INPUT:

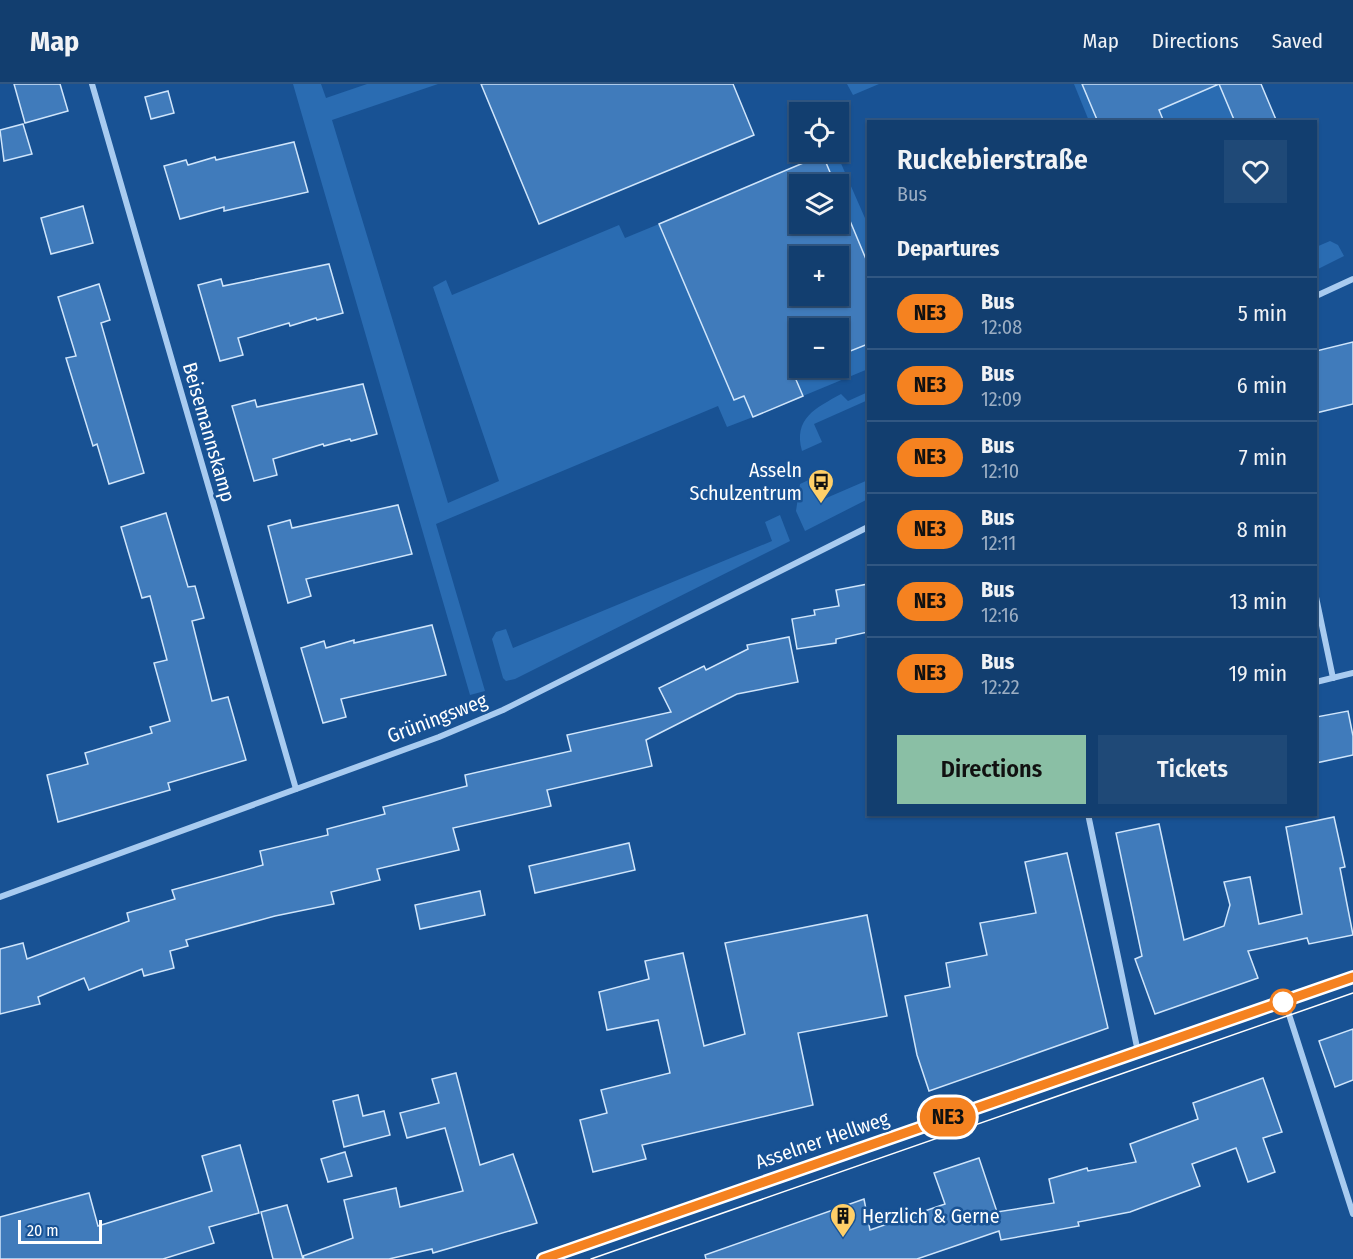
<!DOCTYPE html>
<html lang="en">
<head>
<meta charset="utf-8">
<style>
  :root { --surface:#123e6f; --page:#1f4977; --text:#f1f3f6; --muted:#9caec3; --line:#315782; --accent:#8abfa5 }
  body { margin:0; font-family:"Fira Sans Condensed",sans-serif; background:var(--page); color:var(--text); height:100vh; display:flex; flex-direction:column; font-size:22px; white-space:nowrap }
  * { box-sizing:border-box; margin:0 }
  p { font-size:20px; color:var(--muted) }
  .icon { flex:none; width:33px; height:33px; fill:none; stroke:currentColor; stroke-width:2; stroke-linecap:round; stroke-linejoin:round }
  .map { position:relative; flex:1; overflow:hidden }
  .sheet { position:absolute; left:867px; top:36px; width:450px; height:696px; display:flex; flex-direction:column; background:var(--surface); border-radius:0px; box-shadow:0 2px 4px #0004,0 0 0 2px var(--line) }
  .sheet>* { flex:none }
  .badge { padding:0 12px; border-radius:20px; font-size:21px; line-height:39px }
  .fabs { position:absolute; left:789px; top:18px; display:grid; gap:12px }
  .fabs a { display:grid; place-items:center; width:60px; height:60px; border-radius:0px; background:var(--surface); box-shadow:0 2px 4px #0004,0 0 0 2px var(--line); font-size:30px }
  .scale { position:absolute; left:18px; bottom:15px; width:84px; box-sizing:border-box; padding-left:6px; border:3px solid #fff; border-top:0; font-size:16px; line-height:21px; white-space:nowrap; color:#fff; -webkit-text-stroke:4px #185294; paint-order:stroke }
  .map>.badge { position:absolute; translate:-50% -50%; box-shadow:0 0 0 3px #fff }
  h2 { padding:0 30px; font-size:22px; line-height:54px }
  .round { display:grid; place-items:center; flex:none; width:63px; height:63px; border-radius:0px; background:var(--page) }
  .summary { display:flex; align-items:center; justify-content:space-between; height:102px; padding:0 30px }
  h1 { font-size:28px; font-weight:600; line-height:45px }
  .cta { display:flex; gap:12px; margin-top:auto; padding:12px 30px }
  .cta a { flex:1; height:69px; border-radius:0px; background:var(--accent); color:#111; font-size:24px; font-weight:600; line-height:69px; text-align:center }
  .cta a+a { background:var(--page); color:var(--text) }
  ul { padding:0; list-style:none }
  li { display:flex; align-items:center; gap:18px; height:72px; padding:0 30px; border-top:2px solid var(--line) }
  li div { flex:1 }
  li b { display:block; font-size:22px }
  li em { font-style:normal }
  li .badge { min-width:66px; font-weight:700; text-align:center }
  header { display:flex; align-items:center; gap:36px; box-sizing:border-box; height:84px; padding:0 30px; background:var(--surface); border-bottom:2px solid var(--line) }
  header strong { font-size:28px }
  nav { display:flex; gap:33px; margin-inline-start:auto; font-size:21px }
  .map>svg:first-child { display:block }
  .green { fill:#2a6cb2 }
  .building { fill:#407bbb; stroke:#cfe5fb; stroke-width:1.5; fill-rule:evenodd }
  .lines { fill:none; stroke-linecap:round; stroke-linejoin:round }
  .minor { stroke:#a8cbf0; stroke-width:6 }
  .secondary { stroke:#d6e7fb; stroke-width:12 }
  .tram { stroke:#fff; stroke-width:1.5 }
  .line-casing { stroke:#fff; stroke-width:14 }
  .line { stroke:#f58220; stroke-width:9 }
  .stop-dot { fill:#fff; stroke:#f58220; stroke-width:3 }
  .labels { text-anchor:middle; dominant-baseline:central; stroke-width:5; stroke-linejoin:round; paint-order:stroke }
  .street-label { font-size:20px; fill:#fff; stroke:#185294 }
  .poi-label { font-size:20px; fill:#fff; stroke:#185294; text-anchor:end }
</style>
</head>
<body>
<header>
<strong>Map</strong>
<nav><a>Map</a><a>Directions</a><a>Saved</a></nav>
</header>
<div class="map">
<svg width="1353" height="1175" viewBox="0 0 1353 1175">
  <rect width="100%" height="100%" fill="#185294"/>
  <g class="green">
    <polygon points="293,0 321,0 326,14 367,0 438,0 332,36 448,419 499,397 433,203 446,196 452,211 619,141 625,154 659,140 734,316 744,312 753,333 727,343 718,322 436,440 485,607 470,611"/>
    <polygon points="847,0 879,0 853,11"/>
    <polygon points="1074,0 1082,0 1098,37 1089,37"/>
    <polygon points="1219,0 1235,37 1164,37 1156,19 1195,10"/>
    <polygon points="815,68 836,68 868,141 868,180 839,108 838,100 835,100 823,71 817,73"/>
    <polygon points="1330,157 1338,161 1344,172 1316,186 1316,163"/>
    <polygon points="868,260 868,285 803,312 794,291 812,284 838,284 839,272"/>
    <path d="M868 308V316L814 340 822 358 802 367C793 334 816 324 841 310L848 317Z"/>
    <polygon points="815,393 824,415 868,396 868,415 805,447 796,427 800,400"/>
    <polygon points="780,431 790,457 515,595 506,597 503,594 492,555 496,548 506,545 513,564 772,457 765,438"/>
  </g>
  <g class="building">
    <polygon points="14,0 60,0 68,27 25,39"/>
    <polygon points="481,0 733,0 754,51 539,140"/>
    <polygon points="1082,0 1219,0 1159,26 1164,38 1098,38"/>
    <polygon points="1219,0 1261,0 1277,38 1235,38"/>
    <polygon points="168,7 174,29 151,35 145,13"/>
    <polygon points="23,40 32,70 4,77 0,46"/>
    <polygon points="294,58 308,108 224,127 224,123 180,135 164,82 186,76 188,81 215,73 216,76"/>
    <path d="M815 74H824L835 100H800V140H838V108L868 180V260L838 272V244H800V284H812L794 291 803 312 753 333 744 312 734 316 659 140ZM800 172H838V212H800Z"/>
    <polygon points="83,122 93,159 51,170 41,134"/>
    <polygon points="329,180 343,229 317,236 316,234 290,242 289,239 238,254 243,271 220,277 198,201 221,195 223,202"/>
    <polygon points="99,200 110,236 101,239 144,389 109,400 97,360 93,362 66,274 76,272 58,213"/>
    <polygon points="1353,258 1353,320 1316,329 1316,267"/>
    <polygon points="363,300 377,350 351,357 350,355 324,362 323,360 273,375 277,391 254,397 232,322 255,316 257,323"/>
    <polygon points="398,421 412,470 306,495 311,512 288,519 268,442 290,436 292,444"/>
    <polygon points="166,429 188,503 195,502 204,534 192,537 212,617 228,613 246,676 168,699 170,706 58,738 47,691 88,680 85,669 152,649 150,643 170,637 154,579 167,576 150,512 142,514 121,443"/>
    <polygon points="868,500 868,548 836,555 836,559 797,565 792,535 815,531 814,526 839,522 836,506"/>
    <polygon points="432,541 446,591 341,615 346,633 323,639 301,564 324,557 326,564 354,556 354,559"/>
    <polygon points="789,553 798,598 737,610 646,656 652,682 547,706 551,722 453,744 459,766 377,785 380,796 331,808 334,820 275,832 186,856 188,862 170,867 174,884 144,892 142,885 89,906 84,894 38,913 40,920 0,930 0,865 23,859 27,875 129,837 127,829 175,815 172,806 263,781 260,767 328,751 327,745 385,730 383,723 467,702 465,691 571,667 567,651 671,628 659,604 704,582 706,586 748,565 747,561"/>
    <polygon points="1348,627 1353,652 1353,671 1316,679 1316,633"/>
    <polygon points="1334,733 1345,783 1340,784 1353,851 1309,860 1307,854 1248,867 1258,894 1155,930 1135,875 1142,872 1116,749 1159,740 1184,856 1224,842 1230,821 1224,798 1250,793 1259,840 1302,830 1286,743"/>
    <polygon points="629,759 635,786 535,809 529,782"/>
    <polygon points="1067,769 1108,944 929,1007 917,971 905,912 950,903 946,879 987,871 980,839 1036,829 1025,778"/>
    <polygon points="480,807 485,831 420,845 415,821"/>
    <polygon points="867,831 887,932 798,949 813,1021 642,1061 646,1075 593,1088 580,1036 607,1029 601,1006 670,989 658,936 607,946 599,908 649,895 645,877 683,869 704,962 745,950 725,859"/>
    <polygon points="1353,945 1353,996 1335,1003 1319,957"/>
    <polygon points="456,989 480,1081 513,1070 537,1139 433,1169 432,1165 389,1175 304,1175 303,1172 353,1154 344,1116 396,1104 400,1123 463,1107 445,1044 407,1054 400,1029 439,1019 432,995"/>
    <polygon points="1263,994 1282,1048 1263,1054 1275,1088 1248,1098 1236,1064 1192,1080 1200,1102 1130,1128 1078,1138 1079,1142 1001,1156 999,1147 917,1175 706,1175 705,1171 864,1115 870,1146 945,1120 934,1089 979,1074 997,1128 1054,1119 1049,1095 1087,1084 1088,1087 1136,1078 1130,1060 1198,1035 1193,1019"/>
    <polygon points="358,1011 363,1032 384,1027 390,1051 344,1063 333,1017"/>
    <polygon points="240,1061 259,1129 209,1143 214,1159 163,1175 0,1175 0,1133 89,1109 98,1142 212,1107 202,1072"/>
    <polygon points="345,1068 352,1092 328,1098 321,1075"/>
    <polygon points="287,1121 303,1175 273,1175 261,1128"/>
  </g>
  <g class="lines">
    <g class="minor">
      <polyline points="92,0 296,705"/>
      <polyline points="1316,212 1353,195"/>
      <polyline points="1316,513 1333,594"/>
      <polyline points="1316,598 1353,589"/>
      <polyline points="1088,730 1138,968"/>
      <polyline points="0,813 439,653 503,626 868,443"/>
      <polyline points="1285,918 1353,1130"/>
    </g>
    <polyline class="secondary" points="543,1175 1353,893"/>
    <polyline class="tram" points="591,1175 1353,909"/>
  </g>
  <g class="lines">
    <defs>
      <polyline id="line" points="543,1175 1353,893"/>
    </defs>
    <use href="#line" class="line-casing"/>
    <use href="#line" class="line"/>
  </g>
  <defs>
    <symbol id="bus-pin" viewBox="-11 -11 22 30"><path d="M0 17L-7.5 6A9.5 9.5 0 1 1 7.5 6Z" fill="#ffcf68" stroke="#185294"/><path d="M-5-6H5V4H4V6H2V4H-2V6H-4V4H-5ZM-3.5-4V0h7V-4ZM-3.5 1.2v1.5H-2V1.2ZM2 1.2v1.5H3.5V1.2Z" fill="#111"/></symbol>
    <symbol id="building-pin" viewBox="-11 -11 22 30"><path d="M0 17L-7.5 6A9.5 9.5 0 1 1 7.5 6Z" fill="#ffcf68" stroke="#185294"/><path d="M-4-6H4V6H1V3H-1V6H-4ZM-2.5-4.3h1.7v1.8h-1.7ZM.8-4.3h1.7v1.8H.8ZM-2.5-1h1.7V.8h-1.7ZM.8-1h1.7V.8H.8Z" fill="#111"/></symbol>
  </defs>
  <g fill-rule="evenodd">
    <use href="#bus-pin" x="806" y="383" width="30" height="40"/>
    <use href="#building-pin" x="828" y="1117" width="30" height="40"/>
  </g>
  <circle class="stop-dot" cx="1283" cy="918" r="12"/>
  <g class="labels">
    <g class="street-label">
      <text transform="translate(209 348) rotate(74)">Beisemannskamp</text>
      <text transform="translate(437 634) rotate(-21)">Grüningsweg</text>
      <text transform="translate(822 1056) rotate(-19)">Asselner Hellweg</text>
    </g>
    <g class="poi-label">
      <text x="802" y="386">Asseln<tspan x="802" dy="23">Schulzentrum</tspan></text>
      <text x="862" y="1132" text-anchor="start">Herzlich &amp; Gerne</text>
    </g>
  </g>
</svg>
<div class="fabs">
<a><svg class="icon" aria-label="locate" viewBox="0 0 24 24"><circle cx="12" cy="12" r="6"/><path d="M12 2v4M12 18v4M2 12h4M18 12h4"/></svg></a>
<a><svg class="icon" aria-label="layers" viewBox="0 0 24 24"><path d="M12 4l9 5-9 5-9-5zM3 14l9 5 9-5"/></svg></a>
<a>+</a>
<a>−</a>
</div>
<div class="scale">20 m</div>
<b class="badge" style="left:948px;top:1033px;background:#f58220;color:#111">NE3</b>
<section class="sheet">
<div class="summary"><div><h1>Ruckebierstraße</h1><p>Bus</p></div><a class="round"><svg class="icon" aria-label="heart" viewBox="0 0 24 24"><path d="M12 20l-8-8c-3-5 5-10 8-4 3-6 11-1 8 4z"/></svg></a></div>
<h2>Departures</h2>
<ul>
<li><span class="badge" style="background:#f58220;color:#111">NE3</span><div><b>Bus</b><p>12:08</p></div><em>5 min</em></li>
<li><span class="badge" style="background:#f58220;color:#111">NE3</span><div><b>Bus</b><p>12:09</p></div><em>6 min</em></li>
<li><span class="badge" style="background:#f58220;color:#111">NE3</span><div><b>Bus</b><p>12:10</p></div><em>7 min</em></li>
<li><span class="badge" style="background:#f58220;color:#111">NE3</span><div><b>Bus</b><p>12:11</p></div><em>8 min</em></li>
<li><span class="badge" style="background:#f58220;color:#111">NE3</span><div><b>Bus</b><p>12:16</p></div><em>13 min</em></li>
<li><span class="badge" style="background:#f58220;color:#111">NE3</span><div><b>Bus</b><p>12:22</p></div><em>19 min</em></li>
</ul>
<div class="cta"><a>Directions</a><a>Tickets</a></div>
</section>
</div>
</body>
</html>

YOUR INSTRUCTIONS: Your task is to reproduce exactly the lines from the start of the data above through the line containing "padding:0 12px; border-radius:20px;", leaving every picture out.

OUTPUT OF THE TASK:
<!DOCTYPE html>
<html lang="en">
<head>
<meta charset="utf-8">
<style>
  :root { --surface:#123e6f; --page:#1f4977; --text:#f1f3f6; --muted:#9caec3; --line:#315782; --accent:#8abfa5 }
  body { margin:0; font-family:"Fira Sans Condensed",sans-serif; background:var(--page); color:var(--text); height:100vh; display:flex; flex-direction:column; font-size:22px; white-space:nowrap }
  * { box-sizing:border-box; margin:0 }
  p { font-size:20px; color:var(--muted) }
  .icon { flex:none; width:33px; height:33px; fill:none; stroke:currentColor; stroke-width:2; stroke-linecap:round; stroke-linejoin:round }
  .map { position:relative; flex:1; overflow:hidden }
  .sheet { position:absolute; left:867px; top:36px; width:450px; height:696px; display:flex; flex-direction:column; background:var(--surface); border-radius:0px; box-shadow:0 2px 4px #0004,0 0 0 2px var(--line) }
  .sheet>* { flex:none }
  .badge { padding:0 12px; border-radius:20px; font-size:21px; line-height:39px }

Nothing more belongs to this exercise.